Chronic lymphocytic leukemia (CLL) is the most common malignant blood disorder in the western world. It is characterized by an accumulation of malignant, mature-appearing but functionally incompetent B-lymphocytes in blood, bone marrow and lymphoid tissues. Patients with CLL are susceptible to infections, this arising from humoral and cell-mediated immunodeficiency associated with CLL itself as well as from treatment of the malignancy. Infections are the most frequent cause of death in these patients. They are especially prone to infections in the respiratory tract, for example pneumonias and sinusitis. Streptococcus pneumoniae is the most prominent single pathogen. In advanced stages of the disease opportunistic pathogens such as herpes viruses and fungi also become more prevalent. Treatment of CLL does not improve humoral immunity, and many new effective treatments - for example monoclonal antibodies - also disturb cell-mediated immunity. Prophylactic antimicrobials or intravenous immunoglobulins have not solved the problem of infections. Active immunization by vaccines has effectively eradicated many infections among the healthy population, but their impact in CLL patients has remained unclear. The vaccines mostly used are bacterial polysaccharides, which are, however, weak immunogens, especially when the immune system is compromised. Conjugation of polysaccharides to protein carrier renders them more immunogenic, and they act like T-cell-dependent antigens and also induce an immunological memory.

In this series we evaluated the specific antibody responses to different types of vaccine antigens in CLL patients, and sought factors predictive of vaccination-induced antibody responses. Special interest focused on conjugate vaccines, and Streptococcus pneumoniae, which is the main pathogen underlying serious infection in patients with CLL.

The study cohorts comprised CLL patients from Tampere and Turku University Hospitals. The majority had early-stage disease without a heavy treatment history. The control groups consisted of immunologically healthy persons. The polysaccharide vaccine used in the studies was 23-valent pneumococcal vaccine (Pnu-Immune®), the protein vaccine tetanus toxoid (Tetanus-d-rokote®). The conjugate vaccines were Haemophilus influenzae type b (HibTITER®) and 7-valent pneumococcal conjugate vaccine (Prevenar®). We measured concentrations of specific serum antibodies to vaccine antigens before and one month after vaccination.

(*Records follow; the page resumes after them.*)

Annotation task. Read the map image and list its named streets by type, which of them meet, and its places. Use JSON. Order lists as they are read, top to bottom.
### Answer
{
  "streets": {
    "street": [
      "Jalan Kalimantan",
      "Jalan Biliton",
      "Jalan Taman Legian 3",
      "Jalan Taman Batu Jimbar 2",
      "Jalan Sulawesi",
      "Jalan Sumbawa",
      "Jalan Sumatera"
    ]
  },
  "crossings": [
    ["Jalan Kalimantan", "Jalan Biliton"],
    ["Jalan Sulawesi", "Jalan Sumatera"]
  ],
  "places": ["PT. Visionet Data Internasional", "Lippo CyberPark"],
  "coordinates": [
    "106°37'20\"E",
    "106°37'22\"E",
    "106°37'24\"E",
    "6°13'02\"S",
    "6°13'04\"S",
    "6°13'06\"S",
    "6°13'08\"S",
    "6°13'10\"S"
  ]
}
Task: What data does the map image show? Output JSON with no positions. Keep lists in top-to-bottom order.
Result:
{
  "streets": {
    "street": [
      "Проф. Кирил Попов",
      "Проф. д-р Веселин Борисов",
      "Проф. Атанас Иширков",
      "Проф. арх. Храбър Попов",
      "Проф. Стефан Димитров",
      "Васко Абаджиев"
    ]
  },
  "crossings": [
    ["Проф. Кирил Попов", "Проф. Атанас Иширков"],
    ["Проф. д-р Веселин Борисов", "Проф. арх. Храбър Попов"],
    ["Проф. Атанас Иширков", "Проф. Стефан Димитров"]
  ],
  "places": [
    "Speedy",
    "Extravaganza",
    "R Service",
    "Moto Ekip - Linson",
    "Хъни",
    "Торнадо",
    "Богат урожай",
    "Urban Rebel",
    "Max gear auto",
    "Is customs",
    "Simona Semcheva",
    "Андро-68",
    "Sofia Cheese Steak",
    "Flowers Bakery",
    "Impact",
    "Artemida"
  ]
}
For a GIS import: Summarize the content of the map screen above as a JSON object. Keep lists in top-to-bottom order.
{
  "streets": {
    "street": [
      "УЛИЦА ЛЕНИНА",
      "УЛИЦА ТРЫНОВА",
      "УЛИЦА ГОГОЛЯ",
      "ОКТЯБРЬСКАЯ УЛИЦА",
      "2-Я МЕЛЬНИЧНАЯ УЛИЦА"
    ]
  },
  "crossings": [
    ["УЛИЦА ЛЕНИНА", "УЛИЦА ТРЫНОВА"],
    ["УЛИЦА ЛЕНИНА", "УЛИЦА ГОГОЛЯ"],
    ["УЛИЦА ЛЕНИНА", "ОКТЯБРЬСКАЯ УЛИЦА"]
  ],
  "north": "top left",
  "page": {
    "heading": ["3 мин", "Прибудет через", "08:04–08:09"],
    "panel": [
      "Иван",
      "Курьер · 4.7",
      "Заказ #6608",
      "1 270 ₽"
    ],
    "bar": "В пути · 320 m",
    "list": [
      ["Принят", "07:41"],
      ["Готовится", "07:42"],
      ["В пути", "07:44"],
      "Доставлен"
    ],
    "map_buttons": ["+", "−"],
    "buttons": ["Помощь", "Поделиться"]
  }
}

Vaccination responses to plain polysaccharide pneumococcal antigens were very weak in CLL patients compared to controls, only a few in fact evincing any response at all. In turn, both Haemophilus influenzae type b (Hib) and 7-valent pneumococcal conjugate vaccines were more immunogenic in CLL patients. A high proportion of patients reached the concentrations considered protective after vaccination with conjugate vaccines. The response rates were compromised by advanced disease state, chemotherapy and hypogammaglobulinemia. Every fourth CLL patient mounted a significant response to at least 6 pneumococcal antigens after 7-valent pneumococcal conjugate vaccine. Almost 40% of them developed a significant response to at least six pneumococcal antigens out of the seven included in the vaccine if the vaccine had been administered at an early stage in the disease. Similar rates were reached with Hib conjugate vaccine, where one in five CLL patients developed a significant response.

Pneumococcal polysaccharide vaccine did not significantly increase antibody concentrations in CLL patients after vaccination. Pneumococcal and Hib conjugate vaccines, in turn, proved considerably more immunogenic. Conjugate vaccines appeared to be more effective in younger CLL patients with normal serum immunoglobulin concentrations and less advanced stage of disease. In any case, even many patients with advanced CLL disease and poor prognostic factors such as unmutated CLL responded to both conjugate vaccines. According to the present findings it seems reasonable to vaccinate all CLL patients with conjugate vaccines, and the vaccination should be delivered early in the course of the disease.